— Task prompt —
For the word "column", return each line of the data in which it occurs.

[Stored data entries]
★ ★ ★ ★

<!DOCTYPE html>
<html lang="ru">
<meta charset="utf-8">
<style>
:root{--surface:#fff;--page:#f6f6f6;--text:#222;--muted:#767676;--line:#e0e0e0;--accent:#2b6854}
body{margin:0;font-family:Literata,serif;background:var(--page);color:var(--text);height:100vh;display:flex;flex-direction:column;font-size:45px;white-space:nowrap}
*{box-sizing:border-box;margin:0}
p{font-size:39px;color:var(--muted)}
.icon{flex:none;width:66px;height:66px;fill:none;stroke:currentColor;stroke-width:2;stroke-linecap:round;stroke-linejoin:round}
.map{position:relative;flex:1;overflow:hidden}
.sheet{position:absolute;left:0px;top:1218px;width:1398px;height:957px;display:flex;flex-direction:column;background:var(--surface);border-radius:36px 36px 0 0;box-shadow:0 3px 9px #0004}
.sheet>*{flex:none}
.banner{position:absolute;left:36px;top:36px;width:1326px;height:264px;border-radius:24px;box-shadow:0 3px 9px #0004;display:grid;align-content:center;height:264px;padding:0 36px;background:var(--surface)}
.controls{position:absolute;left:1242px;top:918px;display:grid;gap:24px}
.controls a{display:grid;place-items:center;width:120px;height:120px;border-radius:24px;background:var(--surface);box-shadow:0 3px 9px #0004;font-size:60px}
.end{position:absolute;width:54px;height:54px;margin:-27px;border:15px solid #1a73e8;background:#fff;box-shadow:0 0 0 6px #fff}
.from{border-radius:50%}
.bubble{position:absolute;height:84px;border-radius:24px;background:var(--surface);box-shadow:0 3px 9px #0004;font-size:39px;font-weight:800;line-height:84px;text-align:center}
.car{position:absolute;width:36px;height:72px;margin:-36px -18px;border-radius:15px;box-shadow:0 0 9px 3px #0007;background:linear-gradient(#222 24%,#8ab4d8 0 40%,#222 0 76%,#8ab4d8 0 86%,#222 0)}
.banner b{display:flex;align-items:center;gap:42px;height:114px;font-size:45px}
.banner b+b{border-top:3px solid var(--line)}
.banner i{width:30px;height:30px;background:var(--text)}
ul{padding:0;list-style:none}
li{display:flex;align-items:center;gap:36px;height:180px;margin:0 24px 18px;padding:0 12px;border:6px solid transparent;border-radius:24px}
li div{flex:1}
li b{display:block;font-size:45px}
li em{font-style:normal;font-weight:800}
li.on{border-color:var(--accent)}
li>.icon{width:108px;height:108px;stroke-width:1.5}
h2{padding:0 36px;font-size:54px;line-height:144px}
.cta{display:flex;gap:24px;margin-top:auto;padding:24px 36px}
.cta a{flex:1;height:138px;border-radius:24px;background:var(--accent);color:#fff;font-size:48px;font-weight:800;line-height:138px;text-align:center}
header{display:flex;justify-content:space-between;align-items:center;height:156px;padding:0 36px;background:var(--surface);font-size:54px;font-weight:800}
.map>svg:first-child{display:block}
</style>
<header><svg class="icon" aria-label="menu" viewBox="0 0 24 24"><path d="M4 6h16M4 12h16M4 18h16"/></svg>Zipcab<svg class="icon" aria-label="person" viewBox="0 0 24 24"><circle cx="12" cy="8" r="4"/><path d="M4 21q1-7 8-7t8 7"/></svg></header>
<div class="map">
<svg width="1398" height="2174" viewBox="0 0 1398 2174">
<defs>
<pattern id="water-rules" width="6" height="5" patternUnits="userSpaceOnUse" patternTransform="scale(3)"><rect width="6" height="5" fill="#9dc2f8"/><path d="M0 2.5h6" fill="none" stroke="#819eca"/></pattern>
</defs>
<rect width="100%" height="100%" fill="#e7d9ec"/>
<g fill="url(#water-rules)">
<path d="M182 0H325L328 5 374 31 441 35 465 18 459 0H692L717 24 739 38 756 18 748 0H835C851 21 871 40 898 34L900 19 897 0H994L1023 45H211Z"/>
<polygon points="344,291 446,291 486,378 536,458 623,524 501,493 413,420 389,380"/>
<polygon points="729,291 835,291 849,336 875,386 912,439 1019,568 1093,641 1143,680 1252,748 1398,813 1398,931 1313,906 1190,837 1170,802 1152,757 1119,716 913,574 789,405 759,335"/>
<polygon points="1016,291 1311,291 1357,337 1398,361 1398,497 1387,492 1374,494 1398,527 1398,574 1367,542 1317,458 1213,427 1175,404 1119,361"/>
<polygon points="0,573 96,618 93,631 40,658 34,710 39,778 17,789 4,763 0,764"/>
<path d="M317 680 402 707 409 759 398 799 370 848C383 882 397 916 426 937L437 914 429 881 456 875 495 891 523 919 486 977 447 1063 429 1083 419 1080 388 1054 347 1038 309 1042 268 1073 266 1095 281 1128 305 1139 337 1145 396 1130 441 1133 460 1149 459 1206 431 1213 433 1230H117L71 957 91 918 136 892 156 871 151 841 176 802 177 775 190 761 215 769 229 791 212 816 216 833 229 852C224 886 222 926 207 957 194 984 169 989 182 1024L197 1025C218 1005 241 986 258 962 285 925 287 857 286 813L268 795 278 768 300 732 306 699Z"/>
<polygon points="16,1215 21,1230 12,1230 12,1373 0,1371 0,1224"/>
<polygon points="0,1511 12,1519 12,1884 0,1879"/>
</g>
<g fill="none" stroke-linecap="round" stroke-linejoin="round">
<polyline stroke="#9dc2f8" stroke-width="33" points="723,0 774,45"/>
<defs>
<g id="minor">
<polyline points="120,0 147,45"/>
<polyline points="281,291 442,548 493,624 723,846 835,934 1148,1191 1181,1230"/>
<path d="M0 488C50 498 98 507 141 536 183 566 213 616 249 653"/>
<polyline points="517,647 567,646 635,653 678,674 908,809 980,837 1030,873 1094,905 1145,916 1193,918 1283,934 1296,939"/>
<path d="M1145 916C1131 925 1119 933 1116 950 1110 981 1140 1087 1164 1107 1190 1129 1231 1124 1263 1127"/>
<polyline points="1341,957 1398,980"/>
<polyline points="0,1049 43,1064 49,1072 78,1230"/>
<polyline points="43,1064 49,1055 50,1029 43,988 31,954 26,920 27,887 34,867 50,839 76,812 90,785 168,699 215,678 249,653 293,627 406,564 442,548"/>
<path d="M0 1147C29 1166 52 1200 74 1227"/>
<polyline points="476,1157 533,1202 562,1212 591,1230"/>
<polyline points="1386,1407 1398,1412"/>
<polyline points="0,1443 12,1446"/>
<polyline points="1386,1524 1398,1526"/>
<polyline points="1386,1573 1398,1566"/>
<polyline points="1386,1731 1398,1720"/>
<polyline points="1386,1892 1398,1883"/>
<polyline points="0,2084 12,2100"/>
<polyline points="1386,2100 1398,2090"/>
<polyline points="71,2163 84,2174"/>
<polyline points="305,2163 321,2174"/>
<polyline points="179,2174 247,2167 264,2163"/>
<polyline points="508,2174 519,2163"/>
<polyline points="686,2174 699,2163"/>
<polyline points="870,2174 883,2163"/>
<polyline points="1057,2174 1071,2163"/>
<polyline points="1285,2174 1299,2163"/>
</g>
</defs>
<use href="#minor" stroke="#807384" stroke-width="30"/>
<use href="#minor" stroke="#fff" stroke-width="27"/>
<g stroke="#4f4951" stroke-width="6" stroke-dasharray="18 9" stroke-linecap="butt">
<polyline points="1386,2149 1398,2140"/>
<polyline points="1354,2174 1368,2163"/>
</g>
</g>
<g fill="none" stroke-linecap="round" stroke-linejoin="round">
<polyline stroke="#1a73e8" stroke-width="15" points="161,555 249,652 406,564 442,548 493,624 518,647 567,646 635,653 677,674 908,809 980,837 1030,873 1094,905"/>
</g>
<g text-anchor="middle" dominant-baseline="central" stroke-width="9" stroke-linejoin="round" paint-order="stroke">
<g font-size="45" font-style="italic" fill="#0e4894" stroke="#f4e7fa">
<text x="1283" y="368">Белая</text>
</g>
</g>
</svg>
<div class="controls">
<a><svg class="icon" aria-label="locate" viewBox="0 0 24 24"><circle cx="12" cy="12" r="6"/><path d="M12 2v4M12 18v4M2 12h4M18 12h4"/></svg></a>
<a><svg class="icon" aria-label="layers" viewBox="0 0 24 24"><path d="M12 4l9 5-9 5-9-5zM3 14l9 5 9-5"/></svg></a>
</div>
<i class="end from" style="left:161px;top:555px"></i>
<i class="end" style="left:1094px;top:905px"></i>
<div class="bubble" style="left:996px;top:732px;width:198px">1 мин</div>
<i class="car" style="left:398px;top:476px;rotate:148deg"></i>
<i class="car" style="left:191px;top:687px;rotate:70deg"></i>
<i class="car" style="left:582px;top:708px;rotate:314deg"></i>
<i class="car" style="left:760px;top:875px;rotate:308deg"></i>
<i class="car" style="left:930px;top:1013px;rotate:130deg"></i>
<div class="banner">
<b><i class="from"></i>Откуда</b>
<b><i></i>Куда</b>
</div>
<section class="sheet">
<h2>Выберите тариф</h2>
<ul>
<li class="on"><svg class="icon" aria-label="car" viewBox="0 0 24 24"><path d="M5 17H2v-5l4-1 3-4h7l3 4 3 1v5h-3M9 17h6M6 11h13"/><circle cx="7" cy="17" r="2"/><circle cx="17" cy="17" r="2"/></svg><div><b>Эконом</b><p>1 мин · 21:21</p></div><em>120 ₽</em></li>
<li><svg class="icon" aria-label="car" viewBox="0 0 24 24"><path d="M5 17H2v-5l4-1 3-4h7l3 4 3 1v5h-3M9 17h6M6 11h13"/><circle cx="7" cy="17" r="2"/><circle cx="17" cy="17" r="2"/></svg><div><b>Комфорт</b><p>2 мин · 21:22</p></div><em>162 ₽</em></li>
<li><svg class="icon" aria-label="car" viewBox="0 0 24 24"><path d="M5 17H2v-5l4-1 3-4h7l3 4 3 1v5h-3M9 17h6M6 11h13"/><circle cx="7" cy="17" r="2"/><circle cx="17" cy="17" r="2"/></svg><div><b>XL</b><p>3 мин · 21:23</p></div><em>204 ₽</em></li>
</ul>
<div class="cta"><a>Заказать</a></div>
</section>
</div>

★ ★ ★ ★

— Result of this task —
body{margin:0;font-family:Literata,serif;background:var(--page);color:var(--text);height:100vh;display:flex;flex-direction:column;font-size:45px;white-space:nowrap}
.sheet{position:absolute;left:0px;top:1218px;width:1398px;height:957px;display:flex;flex-direction:column;background:var(--surface);border-radius:36px 36px 0 0;box-shadow:0 3px 9px #0004}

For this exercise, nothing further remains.